#### [Data for this task]
········

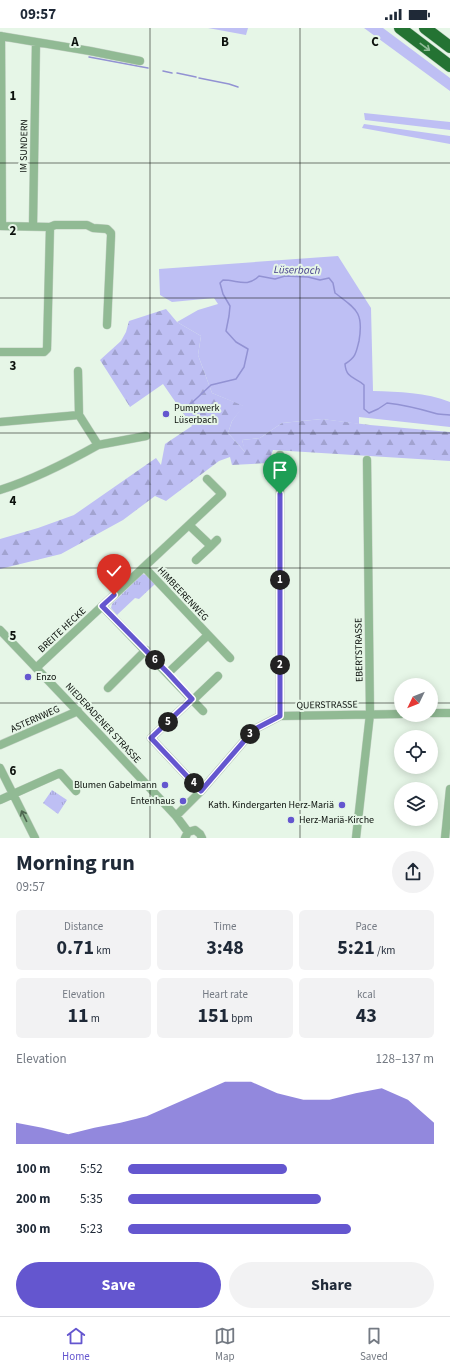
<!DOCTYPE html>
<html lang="en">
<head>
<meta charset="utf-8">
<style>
	body { margin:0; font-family:"Source Sans 3",sans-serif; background:#f2f2f3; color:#1f2937; height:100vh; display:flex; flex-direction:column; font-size:15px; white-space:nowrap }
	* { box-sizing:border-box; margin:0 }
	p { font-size:13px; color:#747a83 }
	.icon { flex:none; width:22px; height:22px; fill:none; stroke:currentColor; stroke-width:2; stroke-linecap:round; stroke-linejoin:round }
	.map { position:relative; height:810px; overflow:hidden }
	.drawer { display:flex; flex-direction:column; background:#fff; flex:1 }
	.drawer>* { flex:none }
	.needle { width:26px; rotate:227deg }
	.tools { position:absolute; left:394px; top:650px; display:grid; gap:8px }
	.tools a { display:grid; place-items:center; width:44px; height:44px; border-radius:50%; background:#fff; box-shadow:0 2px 10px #0003; font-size:20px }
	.pin { position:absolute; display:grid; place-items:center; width:34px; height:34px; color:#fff; margin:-41px -17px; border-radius:50% 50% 50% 0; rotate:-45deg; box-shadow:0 0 4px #0007 }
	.pin .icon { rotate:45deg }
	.km { position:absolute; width:20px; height:20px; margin:-10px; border-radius:50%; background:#222; color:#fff; font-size:11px; line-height:20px; text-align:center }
	.round { display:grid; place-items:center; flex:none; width:42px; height:42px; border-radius:21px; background:#f2f2f3 }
	.headline { display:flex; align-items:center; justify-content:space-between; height:68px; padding:0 16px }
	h1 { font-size:22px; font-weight:700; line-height:30px }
	.stats { display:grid; grid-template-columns:repeat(3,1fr); gap:6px; height:68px; padding:4px 16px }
	.stats div { display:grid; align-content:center; border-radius:6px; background:#f2f2f3; text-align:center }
	.stats b { font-size:20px; font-weight:700 }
	.stats small { font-size:11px; font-weight:400 }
	.stats p { font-size:11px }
	.chart { height:112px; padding:8px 16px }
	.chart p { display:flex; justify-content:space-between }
	.chart svg { width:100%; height:72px; margin-top:4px; fill:#6456cf; opacity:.7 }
	.cta { display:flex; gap:8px; margin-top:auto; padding:8px 16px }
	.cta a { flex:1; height:46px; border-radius:24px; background:#6456cf; color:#fff; font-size:16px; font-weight:700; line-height:46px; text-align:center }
	.cta a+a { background:#f2f2f3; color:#1f2937 }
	ul { padding:0 16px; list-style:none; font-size:13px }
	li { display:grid; grid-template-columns:64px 48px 1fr; align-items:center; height:30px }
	li i { height:10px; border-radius:5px; background:#6456cf }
	.status { display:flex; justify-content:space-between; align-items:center; height:28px; padding:0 20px; background:#fff; direction:ltr }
	.status svg { height:11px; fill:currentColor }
	.tab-bar { display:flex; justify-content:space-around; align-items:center; height:56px; border-top:1px solid #e0e1e3; background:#fff; font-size:11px; color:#747a83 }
	.tab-bar a { display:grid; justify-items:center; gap:2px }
	.tab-bar .active { color:#6456cf }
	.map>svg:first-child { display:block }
	.grass { fill:#bebff4 }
	.forest { fill:url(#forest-firs) }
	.park { fill:url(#park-tufts) }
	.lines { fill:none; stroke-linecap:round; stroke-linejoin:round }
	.stream { stroke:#9292d3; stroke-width:1.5 }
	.minor-casing { stroke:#c3d1c4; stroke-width:9 }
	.highway-casing { stroke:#c3d1c4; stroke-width:13 }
	.minor { stroke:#91ba94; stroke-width:8 }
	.highway { stroke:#247333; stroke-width:12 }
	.oneway { stroke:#8fbb96 }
	.oneway2 { stroke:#4e6650 }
	.route-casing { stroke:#fff; stroke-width:8 }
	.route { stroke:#6456cf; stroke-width:5 }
	.grid { fill:none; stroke:#0c110d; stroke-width:1; stroke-opacity:0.55 }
	.poi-dot { fill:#6456cf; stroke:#e6f6e7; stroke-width:1.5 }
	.labels { text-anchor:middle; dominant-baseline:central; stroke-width:4; stroke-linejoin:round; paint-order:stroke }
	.street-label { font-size:10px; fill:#0c110d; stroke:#e6f6e7 }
	.poi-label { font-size:10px; fill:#0c110d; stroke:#e6f6e7; text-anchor:start }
	.water-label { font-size:11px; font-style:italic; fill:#453e8b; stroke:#e6f6e7 }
	.grid-label { font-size:13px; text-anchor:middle; font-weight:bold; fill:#0c110d; stroke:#e6f6e7; stroke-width:4; stroke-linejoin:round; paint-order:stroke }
</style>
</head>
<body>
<div class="status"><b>09:57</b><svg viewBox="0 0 49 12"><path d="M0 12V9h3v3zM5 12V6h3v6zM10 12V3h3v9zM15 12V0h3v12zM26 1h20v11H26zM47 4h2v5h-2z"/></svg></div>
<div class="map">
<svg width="450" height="810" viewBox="0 0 450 810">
	<defs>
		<pattern id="forest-firs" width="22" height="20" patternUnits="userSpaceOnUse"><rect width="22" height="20" fill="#bebff4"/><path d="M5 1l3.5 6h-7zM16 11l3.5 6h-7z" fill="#a2a3d0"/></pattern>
		<pattern id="park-tufts" width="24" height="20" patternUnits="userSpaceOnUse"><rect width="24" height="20" fill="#bebff4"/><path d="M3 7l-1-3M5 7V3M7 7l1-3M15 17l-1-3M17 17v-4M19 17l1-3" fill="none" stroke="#a2a3d0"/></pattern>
	</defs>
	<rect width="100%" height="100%" fill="#e6f6e7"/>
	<path class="grass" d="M 208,0 L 248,0 L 246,7 Z
		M 364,0 L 383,0 L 450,50 L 450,63 Z
		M 364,85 L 450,94 L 450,102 L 365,92 Z
		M 364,96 L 450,108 L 450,116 L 362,100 Z
		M 338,228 L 371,280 L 373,363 C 399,364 426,364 450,374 L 450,399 L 359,389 L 359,396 L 322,391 L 282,395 L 260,410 L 242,412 L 246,425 L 228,405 L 232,393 L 243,378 L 212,365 L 198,327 L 201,308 L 177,294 L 198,282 L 218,276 L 214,270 L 172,274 L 160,267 L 159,241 Z"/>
	<path class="forest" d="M 166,281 L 177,294 L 201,308 L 198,327 L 212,365 L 244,378 L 232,393 L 228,405 L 245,424 L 242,412 L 260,410 L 282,395 L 322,391 L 370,397 L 450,404 L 450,433 L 273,422 L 268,435 L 232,437 L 230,429 L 219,433 L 166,473 L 155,468 L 123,492 L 61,526 L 0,541 L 0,511 L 38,500 L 74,487 L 156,430 L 161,437 L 165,416 L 192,398 L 163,356 L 130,379 L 100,332 L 121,313 L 126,304 L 129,293 Z"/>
	<path class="park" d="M 142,546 L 147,547 L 155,556 L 139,571 L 135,570 L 117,587 L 111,580 L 112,576 Z
		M 52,762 L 67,772 L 58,786 L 43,775 Z"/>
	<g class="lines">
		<path class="stream" d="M 89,29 L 148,40
			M 163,43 L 172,45
			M 177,45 L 196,49
			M 199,50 L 229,56 L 238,59
			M 183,383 L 211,357 L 236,351 L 244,339 L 248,321 L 236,314 L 226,303 L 229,288 L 230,278 L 223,266 L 220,255 L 223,252 C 238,252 247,260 259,248 L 275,251 L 285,248 L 308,249 L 320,252 L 329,250 L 333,255 L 335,265 C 356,281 364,284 359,313 C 356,325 356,329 345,336 C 346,351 356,349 364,357 L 364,381 L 369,385 L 378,381 L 387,375 C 404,377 417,380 434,385 C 439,387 445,386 450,387"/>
		<g class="minor-casing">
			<path id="minor" d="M 0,8 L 90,23 L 140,33
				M 1,8 L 2,198
				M 0,198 L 50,199 L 55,197 L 87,197 L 93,200 L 107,201 L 111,205 L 111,208 L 107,297
				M 33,198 L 36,14
				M 0,324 L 44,324 L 47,321 L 50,199
				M 78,343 L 79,387 L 98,417 L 146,408
				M 0,394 L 79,387
				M 0,462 C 35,451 66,435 98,417
				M 189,497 L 211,518 L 217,512
				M 196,532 L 211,518
				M 144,539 L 230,630
				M 102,578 L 203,683
				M 0,602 L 101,708 L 176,788 L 188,804
				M 36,640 L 222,466 L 207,451
				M 168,645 L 208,607
				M 108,660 L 146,622
				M 192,671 L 151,710 L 201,763
				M 193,672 L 218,648
				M 431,685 L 450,685
				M 280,688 L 280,427
				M 0,717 L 78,683
				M 0,740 L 35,810
				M 0,772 L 60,745 L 76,763
				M 176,788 L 201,763 L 251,705 L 257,700 L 280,688 L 401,686
				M 185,810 L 188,804 L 195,802 L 200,806 L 202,810
				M 356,810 L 370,686 L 367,432
				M 445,810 L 450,761"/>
		</g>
		<g class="highway-casing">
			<path id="highway" d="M 400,0 L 450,38
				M 425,0 L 450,19"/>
		</g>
		<use href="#minor" class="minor"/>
		<use href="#highway" class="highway"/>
	</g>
	<defs><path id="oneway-shaft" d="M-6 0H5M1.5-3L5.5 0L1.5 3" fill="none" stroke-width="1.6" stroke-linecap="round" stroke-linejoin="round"/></defs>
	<use class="oneway" href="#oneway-shaft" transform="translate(425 19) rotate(37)"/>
	<use class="oneway2" href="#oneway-shaft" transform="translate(24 788) rotate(-116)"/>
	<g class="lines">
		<g class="route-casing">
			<path id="route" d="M 114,567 L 102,578 L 168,645 L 192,671 L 151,710 L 201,763 L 251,705 L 257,700 L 280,688 L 280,466"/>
		</g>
		<use href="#route" class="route"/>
	</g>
	<path class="grid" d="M 150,0 L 150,810M 300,0 L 300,810M 0,135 L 450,135M 0,270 L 450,270M 0,405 L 450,405M 0,540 L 450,540M 0,675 L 401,675M 431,675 L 450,675"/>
	<g class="poi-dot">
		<circle cx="166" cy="386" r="4"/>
		<circle cx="28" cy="649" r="4"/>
		<circle cx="165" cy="757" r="4"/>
		<circle cx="183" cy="773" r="4"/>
		<circle cx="342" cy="777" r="4"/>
		<circle cx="291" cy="792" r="4"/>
	</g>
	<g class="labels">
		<g class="street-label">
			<text transform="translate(24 118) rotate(-89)">IM SUNDERN</text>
			<text transform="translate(183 566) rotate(47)">HIMBEERENWEG</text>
			<text transform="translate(62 602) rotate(-43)">BREITE HECKE</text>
			<text transform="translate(359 622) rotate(-91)">EBERTSTRASSE</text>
			<text transform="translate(327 677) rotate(-1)">QUERSTRASSE</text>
			<text transform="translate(35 691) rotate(-24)">ASTERNWEG</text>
			<text transform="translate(103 695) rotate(47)">NIEDERADENER STRASSE</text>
		</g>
		<g class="poi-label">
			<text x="174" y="380">Pumpwerk<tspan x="174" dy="12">Lüserbach</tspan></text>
			<text x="36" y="649">Enzo</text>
			<text x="157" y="757" text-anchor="end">Blumen Gabelmann</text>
			<text x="175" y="773" text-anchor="end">Entenhaus</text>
			<text x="334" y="777" text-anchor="end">Kath. Kindergarten Herz-Mariä</text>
			<text x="299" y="792">Herz-Mariä-Kirche</text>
		</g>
		<g class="water-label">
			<text transform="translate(297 242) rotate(1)">Lüserbach</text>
		</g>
	</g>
	<g class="grid-label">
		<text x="75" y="18">A</text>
		<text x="225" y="18">B</text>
		<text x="375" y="18">C</text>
		<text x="13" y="72">1</text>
		<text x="13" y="207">2</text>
		<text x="13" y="342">3</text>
		<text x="13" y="477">4</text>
		<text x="13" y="612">5</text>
		<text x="13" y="747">6</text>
	</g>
</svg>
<div class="tools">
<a><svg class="needle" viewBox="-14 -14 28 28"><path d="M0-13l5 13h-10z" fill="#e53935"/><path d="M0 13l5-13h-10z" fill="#747a83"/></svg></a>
<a><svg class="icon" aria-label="locate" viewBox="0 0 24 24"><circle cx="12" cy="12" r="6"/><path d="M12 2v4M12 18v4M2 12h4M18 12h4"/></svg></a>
<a><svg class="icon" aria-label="layers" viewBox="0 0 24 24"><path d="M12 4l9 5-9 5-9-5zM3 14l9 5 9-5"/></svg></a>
</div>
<div class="pin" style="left:280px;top:466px;background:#1e9e55"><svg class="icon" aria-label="arrive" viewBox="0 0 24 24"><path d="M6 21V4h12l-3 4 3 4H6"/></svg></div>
<div class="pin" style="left:114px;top:567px;background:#d93025"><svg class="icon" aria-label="check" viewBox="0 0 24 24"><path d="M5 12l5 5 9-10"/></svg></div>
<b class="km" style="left:280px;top:552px">1</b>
<b class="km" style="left:280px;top:637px">2</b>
<b class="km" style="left:250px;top:706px">3</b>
<b class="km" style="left:194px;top:755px">4</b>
<b class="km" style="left:168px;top:694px">5</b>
<b class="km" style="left:155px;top:632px">6</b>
</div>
<section class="drawer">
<div class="headline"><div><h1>Morning run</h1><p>09:57</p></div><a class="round"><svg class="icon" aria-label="share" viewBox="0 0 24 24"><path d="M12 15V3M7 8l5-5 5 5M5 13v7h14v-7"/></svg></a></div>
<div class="stats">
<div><p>Distance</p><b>0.71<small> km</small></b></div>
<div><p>Time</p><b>3:48</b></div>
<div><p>Pace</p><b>5:21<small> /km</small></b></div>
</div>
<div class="stats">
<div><p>Elevation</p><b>11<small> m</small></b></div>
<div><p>Heart rate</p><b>151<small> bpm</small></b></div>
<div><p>kcal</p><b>43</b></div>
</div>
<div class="chart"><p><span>Elevation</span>128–137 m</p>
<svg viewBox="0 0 160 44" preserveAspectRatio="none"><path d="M0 44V31L10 34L20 38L30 34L40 31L50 27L60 20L70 13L80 6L90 6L100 13L110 17L120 17L130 13L140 10L150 17L160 31V44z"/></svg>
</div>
<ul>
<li><b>100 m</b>5:52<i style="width:52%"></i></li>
<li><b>200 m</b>5:35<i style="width:63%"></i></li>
<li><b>300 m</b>5:23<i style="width:73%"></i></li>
</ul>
<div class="cta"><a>Save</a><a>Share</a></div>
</section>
<nav class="tab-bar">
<a class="active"><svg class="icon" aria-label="home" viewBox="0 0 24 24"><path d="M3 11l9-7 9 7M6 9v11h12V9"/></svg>Home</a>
<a><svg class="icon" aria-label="map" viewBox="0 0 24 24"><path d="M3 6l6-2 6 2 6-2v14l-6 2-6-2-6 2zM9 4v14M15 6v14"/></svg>Map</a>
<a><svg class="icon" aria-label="saved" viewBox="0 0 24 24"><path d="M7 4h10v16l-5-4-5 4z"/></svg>Saved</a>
</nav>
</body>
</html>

········

#### [Problem statement]
In the records above, locate each line with the word "tools". Copy all such lines.

#### [Task result]
	.tools { position:absolute; left:394px; top:650px; display:grid; gap:8px }
	.tools a { display:grid; place-items:center; width:44px; height:44px; border-radius:50%; background:#fff; box-shadow:0 2px 10px #0003; font-size:20px }
<div class="tools">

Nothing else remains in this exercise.